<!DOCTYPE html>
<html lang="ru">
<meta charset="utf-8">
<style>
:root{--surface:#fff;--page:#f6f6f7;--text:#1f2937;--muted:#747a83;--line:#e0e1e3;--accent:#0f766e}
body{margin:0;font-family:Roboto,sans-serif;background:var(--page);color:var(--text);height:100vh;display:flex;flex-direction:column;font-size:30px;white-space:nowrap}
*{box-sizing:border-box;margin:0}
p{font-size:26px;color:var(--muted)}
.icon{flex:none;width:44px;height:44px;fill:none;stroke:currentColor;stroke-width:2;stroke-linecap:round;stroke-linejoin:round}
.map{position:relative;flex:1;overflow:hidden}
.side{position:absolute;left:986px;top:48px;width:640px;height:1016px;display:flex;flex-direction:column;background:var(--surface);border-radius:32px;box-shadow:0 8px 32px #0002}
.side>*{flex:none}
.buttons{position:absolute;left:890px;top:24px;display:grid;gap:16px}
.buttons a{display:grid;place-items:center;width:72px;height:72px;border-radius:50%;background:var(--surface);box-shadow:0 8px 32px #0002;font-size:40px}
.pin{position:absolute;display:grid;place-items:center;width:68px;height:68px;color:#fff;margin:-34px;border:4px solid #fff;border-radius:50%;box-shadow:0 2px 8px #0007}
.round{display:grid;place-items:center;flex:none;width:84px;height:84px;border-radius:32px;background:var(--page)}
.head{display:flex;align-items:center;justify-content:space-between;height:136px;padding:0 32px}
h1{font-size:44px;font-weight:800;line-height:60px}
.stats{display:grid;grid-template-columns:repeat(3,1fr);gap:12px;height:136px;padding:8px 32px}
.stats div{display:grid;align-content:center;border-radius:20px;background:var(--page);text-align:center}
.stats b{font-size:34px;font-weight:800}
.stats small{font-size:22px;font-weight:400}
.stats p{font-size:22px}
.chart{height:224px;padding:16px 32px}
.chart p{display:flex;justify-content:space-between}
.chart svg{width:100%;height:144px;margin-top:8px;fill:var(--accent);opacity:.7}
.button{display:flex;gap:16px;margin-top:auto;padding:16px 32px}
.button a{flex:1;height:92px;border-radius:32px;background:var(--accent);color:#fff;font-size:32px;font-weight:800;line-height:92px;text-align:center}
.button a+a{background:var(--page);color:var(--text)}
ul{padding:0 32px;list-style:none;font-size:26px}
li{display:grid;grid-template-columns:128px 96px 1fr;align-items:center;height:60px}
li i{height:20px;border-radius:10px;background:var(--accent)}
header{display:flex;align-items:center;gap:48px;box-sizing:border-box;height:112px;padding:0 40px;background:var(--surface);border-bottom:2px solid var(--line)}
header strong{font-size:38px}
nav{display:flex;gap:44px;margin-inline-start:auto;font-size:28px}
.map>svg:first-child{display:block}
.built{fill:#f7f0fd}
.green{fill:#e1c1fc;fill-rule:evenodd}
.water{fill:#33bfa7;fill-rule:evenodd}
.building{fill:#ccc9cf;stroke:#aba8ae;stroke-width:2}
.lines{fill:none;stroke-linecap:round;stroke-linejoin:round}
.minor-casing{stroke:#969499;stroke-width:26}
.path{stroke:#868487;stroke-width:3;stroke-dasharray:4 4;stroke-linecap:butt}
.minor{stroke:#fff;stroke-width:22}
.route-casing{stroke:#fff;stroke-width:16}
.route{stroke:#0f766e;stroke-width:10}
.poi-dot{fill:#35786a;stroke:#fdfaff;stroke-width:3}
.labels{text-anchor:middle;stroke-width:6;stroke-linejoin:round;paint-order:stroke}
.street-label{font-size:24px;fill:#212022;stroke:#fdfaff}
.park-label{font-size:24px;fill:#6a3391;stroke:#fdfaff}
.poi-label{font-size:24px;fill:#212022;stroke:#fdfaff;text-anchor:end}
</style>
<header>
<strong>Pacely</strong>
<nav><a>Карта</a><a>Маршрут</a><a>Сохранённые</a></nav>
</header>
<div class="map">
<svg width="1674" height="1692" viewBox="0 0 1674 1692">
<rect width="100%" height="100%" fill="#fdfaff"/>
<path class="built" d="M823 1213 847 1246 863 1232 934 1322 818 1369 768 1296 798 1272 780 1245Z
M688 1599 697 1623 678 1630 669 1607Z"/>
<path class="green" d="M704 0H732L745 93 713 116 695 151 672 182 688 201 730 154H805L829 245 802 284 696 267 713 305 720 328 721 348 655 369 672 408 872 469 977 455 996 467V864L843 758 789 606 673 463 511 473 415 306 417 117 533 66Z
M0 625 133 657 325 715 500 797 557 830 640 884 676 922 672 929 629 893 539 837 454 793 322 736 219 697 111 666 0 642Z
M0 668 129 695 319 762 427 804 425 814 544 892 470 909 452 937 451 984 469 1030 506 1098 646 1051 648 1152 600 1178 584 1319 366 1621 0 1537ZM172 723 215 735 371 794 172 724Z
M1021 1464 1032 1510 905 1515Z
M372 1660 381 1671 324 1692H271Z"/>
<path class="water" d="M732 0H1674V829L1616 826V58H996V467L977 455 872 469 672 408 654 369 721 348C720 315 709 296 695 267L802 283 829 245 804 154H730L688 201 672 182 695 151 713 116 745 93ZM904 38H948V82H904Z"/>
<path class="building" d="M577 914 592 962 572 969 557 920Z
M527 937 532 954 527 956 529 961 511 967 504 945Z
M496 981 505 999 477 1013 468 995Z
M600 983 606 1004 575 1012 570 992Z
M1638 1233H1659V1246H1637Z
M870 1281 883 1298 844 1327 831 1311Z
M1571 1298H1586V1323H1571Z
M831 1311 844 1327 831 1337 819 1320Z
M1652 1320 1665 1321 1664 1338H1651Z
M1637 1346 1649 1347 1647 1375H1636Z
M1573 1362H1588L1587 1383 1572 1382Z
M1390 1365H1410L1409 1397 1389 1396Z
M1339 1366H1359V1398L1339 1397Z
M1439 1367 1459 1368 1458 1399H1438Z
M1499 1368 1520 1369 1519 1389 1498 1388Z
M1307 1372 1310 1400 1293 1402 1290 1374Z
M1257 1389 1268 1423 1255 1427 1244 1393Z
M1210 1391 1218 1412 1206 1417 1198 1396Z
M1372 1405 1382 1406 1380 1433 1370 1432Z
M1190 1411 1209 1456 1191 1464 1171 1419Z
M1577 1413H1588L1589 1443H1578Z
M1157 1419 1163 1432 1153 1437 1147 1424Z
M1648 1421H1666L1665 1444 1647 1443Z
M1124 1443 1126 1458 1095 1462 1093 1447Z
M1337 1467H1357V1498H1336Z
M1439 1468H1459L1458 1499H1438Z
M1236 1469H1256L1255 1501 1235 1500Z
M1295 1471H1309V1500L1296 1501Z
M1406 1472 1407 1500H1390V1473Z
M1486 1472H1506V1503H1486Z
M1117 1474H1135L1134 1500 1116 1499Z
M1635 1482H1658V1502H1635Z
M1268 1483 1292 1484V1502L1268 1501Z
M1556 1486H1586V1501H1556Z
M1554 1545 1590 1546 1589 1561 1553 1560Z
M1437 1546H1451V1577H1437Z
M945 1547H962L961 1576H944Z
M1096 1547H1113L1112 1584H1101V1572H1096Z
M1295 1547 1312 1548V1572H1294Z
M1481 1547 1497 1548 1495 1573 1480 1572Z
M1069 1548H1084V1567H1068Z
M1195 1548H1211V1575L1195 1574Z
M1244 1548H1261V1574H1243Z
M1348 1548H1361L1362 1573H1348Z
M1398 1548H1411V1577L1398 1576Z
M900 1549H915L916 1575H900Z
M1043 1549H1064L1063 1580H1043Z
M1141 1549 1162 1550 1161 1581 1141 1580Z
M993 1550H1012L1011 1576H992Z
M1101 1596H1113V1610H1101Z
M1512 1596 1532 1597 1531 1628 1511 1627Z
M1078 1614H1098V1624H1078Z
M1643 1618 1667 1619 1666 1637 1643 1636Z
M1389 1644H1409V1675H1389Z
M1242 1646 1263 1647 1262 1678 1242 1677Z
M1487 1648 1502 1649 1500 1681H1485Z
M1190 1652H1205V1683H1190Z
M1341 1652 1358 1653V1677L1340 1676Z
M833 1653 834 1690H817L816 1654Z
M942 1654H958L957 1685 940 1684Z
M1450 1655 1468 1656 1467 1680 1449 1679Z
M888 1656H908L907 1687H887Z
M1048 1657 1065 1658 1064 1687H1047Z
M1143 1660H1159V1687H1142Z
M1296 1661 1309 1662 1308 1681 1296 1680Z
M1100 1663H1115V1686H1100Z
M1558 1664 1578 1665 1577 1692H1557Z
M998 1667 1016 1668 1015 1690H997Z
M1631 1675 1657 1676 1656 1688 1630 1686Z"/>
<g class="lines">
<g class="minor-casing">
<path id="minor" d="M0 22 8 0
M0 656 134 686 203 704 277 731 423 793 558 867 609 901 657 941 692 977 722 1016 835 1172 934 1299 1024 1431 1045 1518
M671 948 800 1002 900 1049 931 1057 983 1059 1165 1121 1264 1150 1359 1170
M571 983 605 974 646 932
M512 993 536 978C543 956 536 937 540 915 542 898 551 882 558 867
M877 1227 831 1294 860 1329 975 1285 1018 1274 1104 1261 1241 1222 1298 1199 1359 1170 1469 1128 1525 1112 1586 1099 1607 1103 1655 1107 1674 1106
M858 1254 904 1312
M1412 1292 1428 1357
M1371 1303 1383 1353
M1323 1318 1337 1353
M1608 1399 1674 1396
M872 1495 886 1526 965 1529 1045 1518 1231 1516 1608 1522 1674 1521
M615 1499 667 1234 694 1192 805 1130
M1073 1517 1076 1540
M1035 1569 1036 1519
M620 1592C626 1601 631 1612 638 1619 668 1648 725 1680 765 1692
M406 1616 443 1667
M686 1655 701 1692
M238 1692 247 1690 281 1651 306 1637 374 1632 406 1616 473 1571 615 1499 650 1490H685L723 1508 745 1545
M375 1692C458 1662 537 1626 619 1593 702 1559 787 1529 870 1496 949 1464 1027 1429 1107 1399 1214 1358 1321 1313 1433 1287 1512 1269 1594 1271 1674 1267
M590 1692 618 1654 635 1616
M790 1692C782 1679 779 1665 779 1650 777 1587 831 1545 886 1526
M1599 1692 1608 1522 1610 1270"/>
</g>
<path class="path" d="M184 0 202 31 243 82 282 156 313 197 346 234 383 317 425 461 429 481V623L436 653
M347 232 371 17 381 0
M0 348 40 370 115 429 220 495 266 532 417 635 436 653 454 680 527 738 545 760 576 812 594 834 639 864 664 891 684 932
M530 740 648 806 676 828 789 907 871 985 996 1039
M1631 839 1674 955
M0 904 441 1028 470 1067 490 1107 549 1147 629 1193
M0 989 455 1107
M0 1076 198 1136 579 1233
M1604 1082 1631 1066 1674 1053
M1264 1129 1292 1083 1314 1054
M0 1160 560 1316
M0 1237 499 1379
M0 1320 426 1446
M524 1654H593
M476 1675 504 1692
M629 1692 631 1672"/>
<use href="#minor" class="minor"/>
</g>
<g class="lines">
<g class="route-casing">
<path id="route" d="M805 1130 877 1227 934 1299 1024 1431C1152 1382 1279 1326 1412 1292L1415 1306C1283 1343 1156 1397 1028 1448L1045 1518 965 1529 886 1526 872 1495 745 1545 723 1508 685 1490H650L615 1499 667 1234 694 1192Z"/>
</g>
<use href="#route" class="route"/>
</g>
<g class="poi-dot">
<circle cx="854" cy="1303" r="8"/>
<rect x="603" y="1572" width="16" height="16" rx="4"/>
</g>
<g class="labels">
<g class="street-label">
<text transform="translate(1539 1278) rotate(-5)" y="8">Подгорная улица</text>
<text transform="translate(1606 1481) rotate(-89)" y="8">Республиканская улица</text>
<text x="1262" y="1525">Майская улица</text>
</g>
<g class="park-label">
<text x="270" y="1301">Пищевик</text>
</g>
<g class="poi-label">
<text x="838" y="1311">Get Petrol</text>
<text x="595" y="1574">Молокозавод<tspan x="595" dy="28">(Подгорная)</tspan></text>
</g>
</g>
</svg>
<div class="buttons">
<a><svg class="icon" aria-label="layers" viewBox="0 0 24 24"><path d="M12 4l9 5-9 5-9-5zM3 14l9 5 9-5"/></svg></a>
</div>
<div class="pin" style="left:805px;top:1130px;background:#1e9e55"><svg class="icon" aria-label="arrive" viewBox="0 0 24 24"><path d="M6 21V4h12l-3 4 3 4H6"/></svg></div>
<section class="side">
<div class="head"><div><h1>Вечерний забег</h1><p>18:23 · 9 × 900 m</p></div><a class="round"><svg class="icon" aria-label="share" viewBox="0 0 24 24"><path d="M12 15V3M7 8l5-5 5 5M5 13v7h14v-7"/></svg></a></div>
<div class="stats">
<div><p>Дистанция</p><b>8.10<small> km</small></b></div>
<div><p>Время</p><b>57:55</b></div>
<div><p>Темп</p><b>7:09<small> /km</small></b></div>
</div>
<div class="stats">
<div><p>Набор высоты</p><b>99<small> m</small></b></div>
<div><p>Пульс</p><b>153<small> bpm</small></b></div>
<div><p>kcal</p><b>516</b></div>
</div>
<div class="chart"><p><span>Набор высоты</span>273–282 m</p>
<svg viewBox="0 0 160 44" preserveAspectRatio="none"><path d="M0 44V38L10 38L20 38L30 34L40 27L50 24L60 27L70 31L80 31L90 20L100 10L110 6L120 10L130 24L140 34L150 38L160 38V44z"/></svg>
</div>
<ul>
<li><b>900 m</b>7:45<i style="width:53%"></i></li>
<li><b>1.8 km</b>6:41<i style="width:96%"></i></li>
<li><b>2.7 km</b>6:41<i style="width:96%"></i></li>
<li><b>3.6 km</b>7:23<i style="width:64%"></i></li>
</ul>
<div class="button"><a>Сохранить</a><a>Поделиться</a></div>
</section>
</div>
__________
— Task objective —
Match on "shadow": copy every line in the records that has it.

— Task result —
.side{position:absolute;left:986px;top:48px;width:640px;height:1016px;display:flex;flex-direction:column;background:var(--surface);border-radius:32px;box-shadow:0 8px 32px #0002}
.buttons a{display:grid;place-items:center;width:72px;height:72px;border-radius:50%;background:var(--surface);box-shadow:0 8px 32px #0002;font-size:40px}
.pin{position:absolute;display:grid;place-items:center;width:68px;height:68px;color:#fff;margin:-34px;border:4px solid #fff;border-radius:50%;box-shadow:0 2px 8px #0007}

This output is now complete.